## REQUIREMENT
Return, from the data that follows, each line that holds the word "grid".

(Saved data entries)
--------------------
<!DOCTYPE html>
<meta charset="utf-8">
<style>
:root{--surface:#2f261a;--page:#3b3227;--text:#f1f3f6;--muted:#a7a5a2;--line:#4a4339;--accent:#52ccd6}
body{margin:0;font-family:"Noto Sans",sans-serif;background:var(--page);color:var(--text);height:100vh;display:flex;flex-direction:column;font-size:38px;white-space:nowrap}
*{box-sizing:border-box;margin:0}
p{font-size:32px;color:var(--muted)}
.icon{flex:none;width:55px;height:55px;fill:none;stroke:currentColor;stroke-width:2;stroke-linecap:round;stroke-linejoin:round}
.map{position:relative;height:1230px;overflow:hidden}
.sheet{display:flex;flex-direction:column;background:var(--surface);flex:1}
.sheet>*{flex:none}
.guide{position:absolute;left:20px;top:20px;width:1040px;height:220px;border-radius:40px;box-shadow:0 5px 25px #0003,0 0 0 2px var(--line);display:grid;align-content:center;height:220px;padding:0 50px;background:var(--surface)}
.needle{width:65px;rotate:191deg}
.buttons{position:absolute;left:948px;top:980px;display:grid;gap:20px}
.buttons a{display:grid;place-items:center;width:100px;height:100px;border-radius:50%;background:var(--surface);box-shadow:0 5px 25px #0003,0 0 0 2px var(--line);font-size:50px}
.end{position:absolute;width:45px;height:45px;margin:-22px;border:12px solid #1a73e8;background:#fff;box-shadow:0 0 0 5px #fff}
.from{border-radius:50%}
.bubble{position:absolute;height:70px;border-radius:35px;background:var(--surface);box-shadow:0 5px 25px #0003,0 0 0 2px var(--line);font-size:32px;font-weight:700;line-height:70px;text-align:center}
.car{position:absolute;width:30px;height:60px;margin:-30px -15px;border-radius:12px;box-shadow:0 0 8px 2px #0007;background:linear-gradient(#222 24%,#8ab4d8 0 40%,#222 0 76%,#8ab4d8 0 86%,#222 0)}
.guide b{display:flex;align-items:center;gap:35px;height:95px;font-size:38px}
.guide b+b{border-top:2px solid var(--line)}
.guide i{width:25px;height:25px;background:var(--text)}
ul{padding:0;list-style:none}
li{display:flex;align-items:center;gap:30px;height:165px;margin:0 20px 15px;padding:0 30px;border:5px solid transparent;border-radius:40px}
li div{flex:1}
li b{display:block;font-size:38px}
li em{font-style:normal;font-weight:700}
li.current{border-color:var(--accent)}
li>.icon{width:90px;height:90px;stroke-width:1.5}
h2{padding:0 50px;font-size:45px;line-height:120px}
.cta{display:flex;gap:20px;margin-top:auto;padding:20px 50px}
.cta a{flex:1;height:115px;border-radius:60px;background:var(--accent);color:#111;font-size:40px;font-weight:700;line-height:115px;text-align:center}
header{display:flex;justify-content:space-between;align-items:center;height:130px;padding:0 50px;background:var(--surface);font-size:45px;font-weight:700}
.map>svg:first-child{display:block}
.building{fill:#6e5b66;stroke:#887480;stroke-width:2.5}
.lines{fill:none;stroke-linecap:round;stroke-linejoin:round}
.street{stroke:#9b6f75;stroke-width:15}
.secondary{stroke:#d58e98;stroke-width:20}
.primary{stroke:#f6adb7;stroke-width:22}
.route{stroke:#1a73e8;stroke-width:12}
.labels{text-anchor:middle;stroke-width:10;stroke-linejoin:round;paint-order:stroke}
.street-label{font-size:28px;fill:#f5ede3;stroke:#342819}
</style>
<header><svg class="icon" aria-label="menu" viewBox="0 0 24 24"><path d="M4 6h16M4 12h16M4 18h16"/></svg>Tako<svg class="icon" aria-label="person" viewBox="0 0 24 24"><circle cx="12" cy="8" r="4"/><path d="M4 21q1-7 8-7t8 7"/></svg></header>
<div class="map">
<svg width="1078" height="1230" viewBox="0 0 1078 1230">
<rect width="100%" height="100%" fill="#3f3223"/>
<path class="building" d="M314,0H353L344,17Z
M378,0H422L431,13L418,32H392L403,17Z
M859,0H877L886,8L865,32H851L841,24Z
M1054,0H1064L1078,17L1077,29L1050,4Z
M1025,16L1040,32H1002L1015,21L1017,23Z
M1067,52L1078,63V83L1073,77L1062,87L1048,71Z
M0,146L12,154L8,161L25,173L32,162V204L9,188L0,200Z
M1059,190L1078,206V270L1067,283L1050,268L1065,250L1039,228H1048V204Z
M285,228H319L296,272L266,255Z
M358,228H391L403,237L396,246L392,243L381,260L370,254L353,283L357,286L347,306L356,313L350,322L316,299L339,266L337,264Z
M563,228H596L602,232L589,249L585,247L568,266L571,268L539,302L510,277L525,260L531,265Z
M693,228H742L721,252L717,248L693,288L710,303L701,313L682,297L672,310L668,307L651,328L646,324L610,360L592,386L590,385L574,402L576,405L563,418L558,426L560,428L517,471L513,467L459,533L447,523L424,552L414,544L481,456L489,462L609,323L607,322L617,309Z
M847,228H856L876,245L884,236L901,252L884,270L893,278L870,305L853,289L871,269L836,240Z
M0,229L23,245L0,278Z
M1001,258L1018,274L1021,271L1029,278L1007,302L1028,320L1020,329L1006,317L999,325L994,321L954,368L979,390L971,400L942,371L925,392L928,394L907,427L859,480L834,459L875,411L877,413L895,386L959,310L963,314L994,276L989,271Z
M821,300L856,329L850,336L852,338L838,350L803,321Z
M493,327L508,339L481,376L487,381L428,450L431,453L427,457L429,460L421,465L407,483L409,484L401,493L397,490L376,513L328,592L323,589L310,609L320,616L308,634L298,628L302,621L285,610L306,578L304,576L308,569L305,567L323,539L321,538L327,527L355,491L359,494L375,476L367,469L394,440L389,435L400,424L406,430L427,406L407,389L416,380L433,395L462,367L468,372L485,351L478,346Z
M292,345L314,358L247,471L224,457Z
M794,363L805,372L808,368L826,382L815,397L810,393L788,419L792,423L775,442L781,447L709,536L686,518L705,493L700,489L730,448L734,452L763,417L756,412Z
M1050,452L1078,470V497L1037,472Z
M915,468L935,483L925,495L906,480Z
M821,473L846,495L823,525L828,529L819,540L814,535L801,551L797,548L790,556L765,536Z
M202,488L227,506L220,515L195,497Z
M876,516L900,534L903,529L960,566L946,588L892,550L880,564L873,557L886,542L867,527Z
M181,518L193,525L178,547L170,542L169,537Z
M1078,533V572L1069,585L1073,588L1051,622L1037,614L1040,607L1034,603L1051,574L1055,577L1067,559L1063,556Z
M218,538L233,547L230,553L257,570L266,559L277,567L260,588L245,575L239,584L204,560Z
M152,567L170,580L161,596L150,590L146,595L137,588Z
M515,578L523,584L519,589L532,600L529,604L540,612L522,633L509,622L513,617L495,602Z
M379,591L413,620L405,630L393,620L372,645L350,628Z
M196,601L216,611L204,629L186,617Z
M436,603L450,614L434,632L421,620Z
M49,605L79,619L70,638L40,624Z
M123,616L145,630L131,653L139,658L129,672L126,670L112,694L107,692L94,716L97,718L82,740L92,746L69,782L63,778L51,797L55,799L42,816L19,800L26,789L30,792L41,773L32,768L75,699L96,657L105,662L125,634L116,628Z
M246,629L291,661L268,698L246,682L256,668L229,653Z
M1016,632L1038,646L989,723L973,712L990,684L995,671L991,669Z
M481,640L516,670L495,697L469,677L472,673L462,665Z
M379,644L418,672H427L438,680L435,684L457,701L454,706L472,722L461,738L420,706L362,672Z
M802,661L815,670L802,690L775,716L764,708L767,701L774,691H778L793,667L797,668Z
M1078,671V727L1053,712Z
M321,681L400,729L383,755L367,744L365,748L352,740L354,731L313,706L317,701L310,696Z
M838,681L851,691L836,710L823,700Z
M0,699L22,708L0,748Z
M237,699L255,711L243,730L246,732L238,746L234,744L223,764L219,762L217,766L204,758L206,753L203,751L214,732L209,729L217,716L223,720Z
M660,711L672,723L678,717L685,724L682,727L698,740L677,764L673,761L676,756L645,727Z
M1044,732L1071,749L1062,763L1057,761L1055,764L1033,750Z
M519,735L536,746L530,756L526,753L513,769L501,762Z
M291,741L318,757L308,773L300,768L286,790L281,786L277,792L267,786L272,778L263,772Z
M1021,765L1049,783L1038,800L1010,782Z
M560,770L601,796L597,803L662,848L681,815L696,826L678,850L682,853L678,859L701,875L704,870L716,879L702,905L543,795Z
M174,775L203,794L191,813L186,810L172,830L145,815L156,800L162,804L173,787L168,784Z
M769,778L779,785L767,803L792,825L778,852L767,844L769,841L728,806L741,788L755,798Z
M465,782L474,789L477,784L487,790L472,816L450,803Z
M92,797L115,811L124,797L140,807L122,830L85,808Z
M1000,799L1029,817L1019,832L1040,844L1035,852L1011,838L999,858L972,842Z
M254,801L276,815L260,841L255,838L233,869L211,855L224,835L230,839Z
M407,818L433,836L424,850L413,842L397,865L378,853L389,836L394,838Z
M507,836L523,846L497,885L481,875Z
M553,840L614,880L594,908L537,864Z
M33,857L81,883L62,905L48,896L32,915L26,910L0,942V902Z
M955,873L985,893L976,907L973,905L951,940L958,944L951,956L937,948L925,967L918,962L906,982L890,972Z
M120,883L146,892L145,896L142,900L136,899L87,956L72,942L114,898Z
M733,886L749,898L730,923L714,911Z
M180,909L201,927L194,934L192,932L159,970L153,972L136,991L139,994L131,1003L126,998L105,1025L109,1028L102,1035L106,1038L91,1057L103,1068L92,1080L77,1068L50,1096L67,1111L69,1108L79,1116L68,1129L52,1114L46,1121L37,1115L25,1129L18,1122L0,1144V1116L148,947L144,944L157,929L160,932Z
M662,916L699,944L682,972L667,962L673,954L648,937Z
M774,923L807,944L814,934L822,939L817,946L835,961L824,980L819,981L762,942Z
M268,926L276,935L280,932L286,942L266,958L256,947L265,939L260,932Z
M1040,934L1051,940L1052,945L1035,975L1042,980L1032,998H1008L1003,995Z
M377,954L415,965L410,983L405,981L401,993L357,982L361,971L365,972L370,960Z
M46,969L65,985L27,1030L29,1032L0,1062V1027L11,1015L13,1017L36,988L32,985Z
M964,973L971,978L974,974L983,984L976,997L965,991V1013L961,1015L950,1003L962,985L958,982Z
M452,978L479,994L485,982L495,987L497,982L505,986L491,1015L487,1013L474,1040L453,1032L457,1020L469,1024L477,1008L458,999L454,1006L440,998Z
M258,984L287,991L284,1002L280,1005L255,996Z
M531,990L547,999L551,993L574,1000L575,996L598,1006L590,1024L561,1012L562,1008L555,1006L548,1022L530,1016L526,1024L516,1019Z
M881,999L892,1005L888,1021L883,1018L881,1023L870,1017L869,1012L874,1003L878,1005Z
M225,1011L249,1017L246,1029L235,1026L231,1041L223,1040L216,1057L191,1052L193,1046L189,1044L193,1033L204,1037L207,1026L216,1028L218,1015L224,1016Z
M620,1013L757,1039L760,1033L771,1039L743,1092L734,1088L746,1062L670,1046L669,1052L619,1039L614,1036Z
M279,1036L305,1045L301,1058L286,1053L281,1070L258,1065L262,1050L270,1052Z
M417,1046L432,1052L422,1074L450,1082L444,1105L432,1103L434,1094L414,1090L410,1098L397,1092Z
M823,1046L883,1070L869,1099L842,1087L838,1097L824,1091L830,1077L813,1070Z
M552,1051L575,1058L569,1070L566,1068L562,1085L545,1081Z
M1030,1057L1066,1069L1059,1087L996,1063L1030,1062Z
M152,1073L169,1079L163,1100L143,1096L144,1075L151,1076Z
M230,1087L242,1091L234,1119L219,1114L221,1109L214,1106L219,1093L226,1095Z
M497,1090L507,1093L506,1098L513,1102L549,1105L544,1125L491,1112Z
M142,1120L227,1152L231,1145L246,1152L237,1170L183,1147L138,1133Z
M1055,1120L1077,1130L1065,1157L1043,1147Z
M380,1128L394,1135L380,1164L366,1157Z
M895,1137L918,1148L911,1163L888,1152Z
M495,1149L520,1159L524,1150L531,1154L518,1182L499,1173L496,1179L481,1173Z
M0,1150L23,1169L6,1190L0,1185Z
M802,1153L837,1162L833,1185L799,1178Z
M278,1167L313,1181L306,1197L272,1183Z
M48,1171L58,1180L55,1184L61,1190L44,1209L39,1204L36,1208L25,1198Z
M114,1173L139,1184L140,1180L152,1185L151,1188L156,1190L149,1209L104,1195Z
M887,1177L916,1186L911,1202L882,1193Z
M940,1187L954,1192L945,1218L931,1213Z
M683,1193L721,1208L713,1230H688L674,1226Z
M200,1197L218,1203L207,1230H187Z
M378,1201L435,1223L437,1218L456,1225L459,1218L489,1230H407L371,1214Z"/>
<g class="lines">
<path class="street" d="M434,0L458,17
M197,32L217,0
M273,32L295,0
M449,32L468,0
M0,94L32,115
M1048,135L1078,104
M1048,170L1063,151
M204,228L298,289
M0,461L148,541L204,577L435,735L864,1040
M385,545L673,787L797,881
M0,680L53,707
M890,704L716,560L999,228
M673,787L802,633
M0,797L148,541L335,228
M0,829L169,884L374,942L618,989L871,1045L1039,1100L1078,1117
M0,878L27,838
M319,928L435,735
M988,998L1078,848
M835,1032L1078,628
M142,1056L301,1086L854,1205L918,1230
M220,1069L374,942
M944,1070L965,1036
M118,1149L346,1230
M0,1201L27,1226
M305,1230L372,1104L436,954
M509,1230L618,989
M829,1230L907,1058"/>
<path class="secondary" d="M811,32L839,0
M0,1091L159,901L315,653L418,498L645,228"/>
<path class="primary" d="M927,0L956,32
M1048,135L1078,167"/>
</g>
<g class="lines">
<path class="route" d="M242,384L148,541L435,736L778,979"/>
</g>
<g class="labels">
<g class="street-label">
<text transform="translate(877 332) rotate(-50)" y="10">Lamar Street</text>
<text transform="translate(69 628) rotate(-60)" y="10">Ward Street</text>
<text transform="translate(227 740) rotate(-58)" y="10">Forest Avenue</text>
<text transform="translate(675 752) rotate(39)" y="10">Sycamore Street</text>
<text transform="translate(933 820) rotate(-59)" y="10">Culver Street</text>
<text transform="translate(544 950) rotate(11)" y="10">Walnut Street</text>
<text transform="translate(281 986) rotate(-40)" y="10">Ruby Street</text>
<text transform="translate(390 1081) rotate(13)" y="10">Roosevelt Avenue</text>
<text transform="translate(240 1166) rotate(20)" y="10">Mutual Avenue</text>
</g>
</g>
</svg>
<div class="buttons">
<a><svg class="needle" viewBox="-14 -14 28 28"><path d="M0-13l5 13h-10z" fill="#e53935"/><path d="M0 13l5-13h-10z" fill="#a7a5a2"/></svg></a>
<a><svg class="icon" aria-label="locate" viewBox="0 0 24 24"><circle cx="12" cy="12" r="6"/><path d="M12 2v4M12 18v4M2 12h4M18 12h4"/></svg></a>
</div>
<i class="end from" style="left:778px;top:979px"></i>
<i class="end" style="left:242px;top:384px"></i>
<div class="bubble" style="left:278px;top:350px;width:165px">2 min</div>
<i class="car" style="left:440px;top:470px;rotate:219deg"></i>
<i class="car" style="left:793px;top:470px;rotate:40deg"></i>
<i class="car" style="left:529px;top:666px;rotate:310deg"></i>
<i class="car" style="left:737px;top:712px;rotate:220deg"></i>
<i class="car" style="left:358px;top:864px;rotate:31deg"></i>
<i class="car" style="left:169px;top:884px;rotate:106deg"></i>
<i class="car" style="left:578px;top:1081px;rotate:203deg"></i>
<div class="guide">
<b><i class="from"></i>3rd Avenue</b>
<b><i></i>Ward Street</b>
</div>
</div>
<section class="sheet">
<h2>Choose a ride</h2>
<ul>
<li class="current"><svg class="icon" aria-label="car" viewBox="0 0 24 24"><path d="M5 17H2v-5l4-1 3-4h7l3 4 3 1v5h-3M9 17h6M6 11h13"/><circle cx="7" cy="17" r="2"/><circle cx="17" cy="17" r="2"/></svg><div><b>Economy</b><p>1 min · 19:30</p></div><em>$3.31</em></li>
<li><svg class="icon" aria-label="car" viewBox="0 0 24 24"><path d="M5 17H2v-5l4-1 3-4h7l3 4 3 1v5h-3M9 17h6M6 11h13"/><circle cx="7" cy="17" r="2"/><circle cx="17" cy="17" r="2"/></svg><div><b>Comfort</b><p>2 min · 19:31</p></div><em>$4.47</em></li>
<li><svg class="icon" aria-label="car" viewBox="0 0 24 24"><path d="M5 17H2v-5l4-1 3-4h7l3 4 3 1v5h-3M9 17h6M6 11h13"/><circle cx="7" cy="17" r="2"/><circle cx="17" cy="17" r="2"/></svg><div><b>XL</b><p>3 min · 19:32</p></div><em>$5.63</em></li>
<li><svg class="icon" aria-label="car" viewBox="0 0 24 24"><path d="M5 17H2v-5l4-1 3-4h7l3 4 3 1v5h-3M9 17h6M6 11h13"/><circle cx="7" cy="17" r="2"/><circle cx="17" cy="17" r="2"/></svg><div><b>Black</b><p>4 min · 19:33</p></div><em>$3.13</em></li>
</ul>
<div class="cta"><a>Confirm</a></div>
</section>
--------------------
## TASK SOLUTION
.guide{position:absolute;left:20px;top:20px;width:1040px;height:220px;border-radius:40px;box-shadow:0 5px 25px #0003,0 0 0 2px var(--line);display:grid;align-content:center;height:220px;padding:0 50px;background:var(--surface)}
.buttons{position:absolute;left:948px;top:980px;display:grid;gap:20px}
.buttons a{display:grid;place-items:center;width:100px;height:100px;border-radius:50%;background:var(--surface);box-shadow:0 5px 25px #0003,0 0 0 2px var(--line);font-size:50px}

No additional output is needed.